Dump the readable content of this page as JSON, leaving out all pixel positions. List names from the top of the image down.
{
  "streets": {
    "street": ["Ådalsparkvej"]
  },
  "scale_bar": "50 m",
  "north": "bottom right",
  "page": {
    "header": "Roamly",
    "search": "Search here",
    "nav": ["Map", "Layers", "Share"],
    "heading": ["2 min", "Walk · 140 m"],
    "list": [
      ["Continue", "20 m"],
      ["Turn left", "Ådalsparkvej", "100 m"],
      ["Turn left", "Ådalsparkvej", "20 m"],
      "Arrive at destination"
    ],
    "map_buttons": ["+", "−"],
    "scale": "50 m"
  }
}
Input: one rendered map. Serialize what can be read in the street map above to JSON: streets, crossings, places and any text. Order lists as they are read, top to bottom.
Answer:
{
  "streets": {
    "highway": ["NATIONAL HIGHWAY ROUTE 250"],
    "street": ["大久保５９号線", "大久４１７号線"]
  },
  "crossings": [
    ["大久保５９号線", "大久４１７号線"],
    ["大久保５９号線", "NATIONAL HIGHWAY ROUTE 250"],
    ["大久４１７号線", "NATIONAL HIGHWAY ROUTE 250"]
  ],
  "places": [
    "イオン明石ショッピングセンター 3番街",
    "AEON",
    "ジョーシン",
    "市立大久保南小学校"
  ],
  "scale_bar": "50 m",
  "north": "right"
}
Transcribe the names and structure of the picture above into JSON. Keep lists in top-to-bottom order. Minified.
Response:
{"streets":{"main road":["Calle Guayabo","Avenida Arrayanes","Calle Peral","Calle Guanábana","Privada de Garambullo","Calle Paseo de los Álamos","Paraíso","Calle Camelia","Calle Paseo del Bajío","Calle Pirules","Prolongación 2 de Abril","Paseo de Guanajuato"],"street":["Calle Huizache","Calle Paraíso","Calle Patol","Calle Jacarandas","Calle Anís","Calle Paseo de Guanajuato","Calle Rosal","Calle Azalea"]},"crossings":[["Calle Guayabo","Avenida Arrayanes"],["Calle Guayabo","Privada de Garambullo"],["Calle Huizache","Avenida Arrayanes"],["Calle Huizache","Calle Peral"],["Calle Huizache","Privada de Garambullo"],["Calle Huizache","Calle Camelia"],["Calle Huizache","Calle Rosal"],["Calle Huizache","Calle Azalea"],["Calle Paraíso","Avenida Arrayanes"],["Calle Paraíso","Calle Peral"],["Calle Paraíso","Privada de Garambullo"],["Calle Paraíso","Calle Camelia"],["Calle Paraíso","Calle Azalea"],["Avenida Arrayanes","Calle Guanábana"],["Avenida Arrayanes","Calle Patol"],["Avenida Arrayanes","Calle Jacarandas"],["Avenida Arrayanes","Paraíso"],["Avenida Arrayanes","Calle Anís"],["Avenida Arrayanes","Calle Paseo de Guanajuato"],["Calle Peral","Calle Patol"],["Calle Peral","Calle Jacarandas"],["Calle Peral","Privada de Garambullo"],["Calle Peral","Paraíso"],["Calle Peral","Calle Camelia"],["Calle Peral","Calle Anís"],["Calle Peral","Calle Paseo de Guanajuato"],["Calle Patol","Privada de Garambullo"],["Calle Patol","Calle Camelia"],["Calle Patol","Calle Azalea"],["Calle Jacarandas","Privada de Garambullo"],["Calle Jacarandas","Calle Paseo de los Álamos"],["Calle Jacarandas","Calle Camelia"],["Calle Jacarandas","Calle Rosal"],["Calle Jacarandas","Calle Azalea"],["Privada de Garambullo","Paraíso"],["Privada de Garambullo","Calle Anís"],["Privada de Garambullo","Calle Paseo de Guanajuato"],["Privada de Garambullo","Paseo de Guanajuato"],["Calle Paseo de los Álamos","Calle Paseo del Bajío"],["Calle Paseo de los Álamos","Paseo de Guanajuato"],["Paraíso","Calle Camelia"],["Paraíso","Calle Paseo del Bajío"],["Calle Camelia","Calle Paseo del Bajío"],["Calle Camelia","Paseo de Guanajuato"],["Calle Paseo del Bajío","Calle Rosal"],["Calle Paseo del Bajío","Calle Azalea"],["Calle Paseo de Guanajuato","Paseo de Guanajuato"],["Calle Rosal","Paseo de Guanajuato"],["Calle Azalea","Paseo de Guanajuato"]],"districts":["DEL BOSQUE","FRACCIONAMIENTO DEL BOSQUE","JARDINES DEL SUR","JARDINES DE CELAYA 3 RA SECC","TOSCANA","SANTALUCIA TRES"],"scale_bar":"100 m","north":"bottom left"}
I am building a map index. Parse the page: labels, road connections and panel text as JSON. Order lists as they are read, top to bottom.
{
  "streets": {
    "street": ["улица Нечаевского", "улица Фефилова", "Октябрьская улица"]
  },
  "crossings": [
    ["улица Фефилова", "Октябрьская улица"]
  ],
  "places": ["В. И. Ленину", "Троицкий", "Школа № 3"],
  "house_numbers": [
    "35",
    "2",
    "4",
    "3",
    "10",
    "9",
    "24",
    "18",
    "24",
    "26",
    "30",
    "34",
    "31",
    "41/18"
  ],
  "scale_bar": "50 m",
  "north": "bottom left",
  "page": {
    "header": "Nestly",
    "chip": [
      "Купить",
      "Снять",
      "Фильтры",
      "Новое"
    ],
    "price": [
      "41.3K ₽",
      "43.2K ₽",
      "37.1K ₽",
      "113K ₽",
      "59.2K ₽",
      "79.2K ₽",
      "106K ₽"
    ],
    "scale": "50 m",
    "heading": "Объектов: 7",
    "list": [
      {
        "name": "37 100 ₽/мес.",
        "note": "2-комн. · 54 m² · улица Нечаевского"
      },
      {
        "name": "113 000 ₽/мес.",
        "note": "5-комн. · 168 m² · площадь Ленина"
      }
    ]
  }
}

_Exercise instructions_:
Look at the entries above. Then set all of them down again exactly.

_Problem solution_:
Dump the readable content of this page as JSON, leaving out all pixel positions. List names from the top of the image down.
{
  "streets": {
    "street": ["Ådalsparkvej"]
  },
  "scale_bar": "50 m",
  "north": "bottom right",
  "page": {
    "header": "Roamly",
    "search": "Search here",
    "nav": ["Map", "Layers", "Share"],
    "heading": ["2 min", "Walk · 140 m"],
    "list": [
      ["Continue", "20 m"],
      ["Turn left", "Ådalsparkvej", "100 m"],
      ["Turn left", "Ådalsparkvej", "20 m"],
      "Arrive at destination"
    ],
    "map_buttons": ["+", "−"],
    "scale": "50 m"
  }
}
Input: one rendered map. Serialize what can be read in the street map above to JSON: streets, crossings, places and any text. Order lists as they are read, top to bottom.
Answer:
{
  "streets": {
    "highway": ["NATIONAL HIGHWAY ROUTE 250"],
    "street": ["大久保５９号線", "大久４１７号線"]
  },
  "crossings": [
    ["大久保５９号線", "大久４１７号線"],
    ["大久保５９号線", "NATIONAL HIGHWAY ROUTE 250"],
    ["大久４１７号線", "NATIONAL HIGHWAY ROUTE 250"]
  ],
  "places": [
    "イオン明石ショッピングセンター 3番街",
    "AEON",
    "ジョーシン",
    "市立大久保南小学校"
  ],
  "scale_bar": "50 m",
  "north": "right"
}
Transcribe the names and structure of the picture above into JSON. Keep lists in top-to-bottom order. Minified.
Response:
{"streets":{"main road":["Calle Guayabo","Avenida Arrayanes","Calle Peral","Calle Guanábana","Privada de Garambullo","Calle Paseo de los Álamos","Paraíso","Calle Camelia","Calle Paseo del Bajío","Calle Pirules","Prolongación 2 de Abril","Paseo de Guanajuato"],"street":["Calle Huizache","Calle Paraíso","Calle Patol","Calle Jacarandas","Calle Anís","Calle Paseo de Guanajuato","Calle Rosal","Calle Azalea"]},"crossings":[["Calle Guayabo","Avenida Arrayanes"],["Calle Guayabo","Privada de Garambullo"],["Calle Huizache","Avenida Arrayanes"],["Calle Huizache","Calle Peral"],["Calle Huizache","Privada de Garambullo"],["Calle Huizache","Calle Camelia"],["Calle Huizache","Calle Rosal"],["Calle Huizache","Calle Azalea"],["Calle Paraíso","Avenida Arrayanes"],["Calle Paraíso","Calle Peral"],["Calle Paraíso","Privada de Garambullo"],["Calle Paraíso","Calle Camelia"],["Calle Paraíso","Calle Azalea"],["Avenida Arrayanes","Calle Guanábana"],["Avenida Arrayanes","Calle Patol"],["Avenida Arrayanes","Calle Jacarandas"],["Avenida Arrayanes","Paraíso"],["Avenida Arrayanes","Calle Anís"],["Avenida Arrayanes","Calle Paseo de Guanajuato"],["Calle Peral","Calle Patol"],["Calle Peral","Calle Jacarandas"],["Calle Peral","Privada de Garambullo"],["Calle Peral","Paraíso"],["Calle Peral","Calle Camelia"],["Calle Peral","Calle Anís"],["Calle Peral","Calle Paseo de Guanajuato"],["Calle Patol","Privada de Garambullo"],["Calle Patol","Calle Camelia"],["Calle Patol","Calle Azalea"],["Calle Jacarandas","Privada de Garambullo"],["Calle Jacarandas","Calle Paseo de los Álamos"],["Calle Jacarandas","Calle Camelia"],["Calle Jacarandas","Calle Rosal"],["Calle Jacarandas","Calle Azalea"],["Privada de Garambullo","Paraíso"],["Privada de Garambullo","Calle Anís"],["Privada de Garambullo","Calle Paseo de Guanajuato"],["Privada de Garambullo","Paseo de Guanajuato"],["Calle Paseo de los Álamos","Calle Paseo del Bajío"],["Calle Paseo de los Álamos","Paseo de Guanajuato"],["Paraíso","Calle Camelia"],["Paraíso","Calle Paseo del Bajío"],["Calle Camelia","Calle Paseo del Bajío"],["Calle Camelia","Paseo de Guanajuato"],["Calle Paseo del Bajío","Calle Rosal"],["Calle Paseo del Bajío","Calle Azalea"],["Calle Paseo de Guanajuato","Paseo de Guanajuato"],["Calle Rosal","Paseo de Guanajuato"],["Calle Azalea","Paseo de Guanajuato"]],"districts":["DEL BOSQUE","FRACCIONAMIENTO DEL BOSQUE","JARDINES DEL SUR","JARDINES DE CELAYA 3 RA SECC","TOSCANA","SANTALUCIA TRES"],"scale_bar":"100 m","north":"bottom left"}
I am building a map index. Parse the page: labels, road connections and panel text as JSON. Order lists as they are read, top to bottom.
{
  "streets": {
    "street": ["улица Нечаевского", "улица Фефилова", "Октябрьская улица"]
  },
  "crossings": [
    ["улица Фефилова", "Октябрьская улица"]
  ],
  "places": ["В. И. Ленину", "Троицкий", "Школа № 3"],
  "house_numbers": [
    "35",
    "2",
    "4",
    "3",
    "10",
    "9",
    "24",
    "18",
    "24",
    "26",
    "30",
    "34",
    "31",
    "41/18"
  ],
  "scale_bar": "50 m",
  "north": "bottom left",
  "page": {
    "header": "Nestly",
    "chip": [
      "Купить",
      "Снять",
      "Фильтры",
      "Новое"
    ],
    "price": [
      "41.3K ₽",
      "43.2K ₽",
      "37.1K ₽",
      "113K ₽",
      "59.2K ₽",
      "79.2K ₽",
      "106K ₽"
    ],
    "scale": "50 m",
    "heading": "Объектов: 7",
    "list": [
      {
        "name": "37 100 ₽/мес.",
        "note": "2-комн. · 54 m² · улица Нечаевского"
      },
      {
        "name": "113 000 ₽/мес.",
        "note": "5-комн. · 168 m² · площадь Ленина"
      }
    ]
  }
}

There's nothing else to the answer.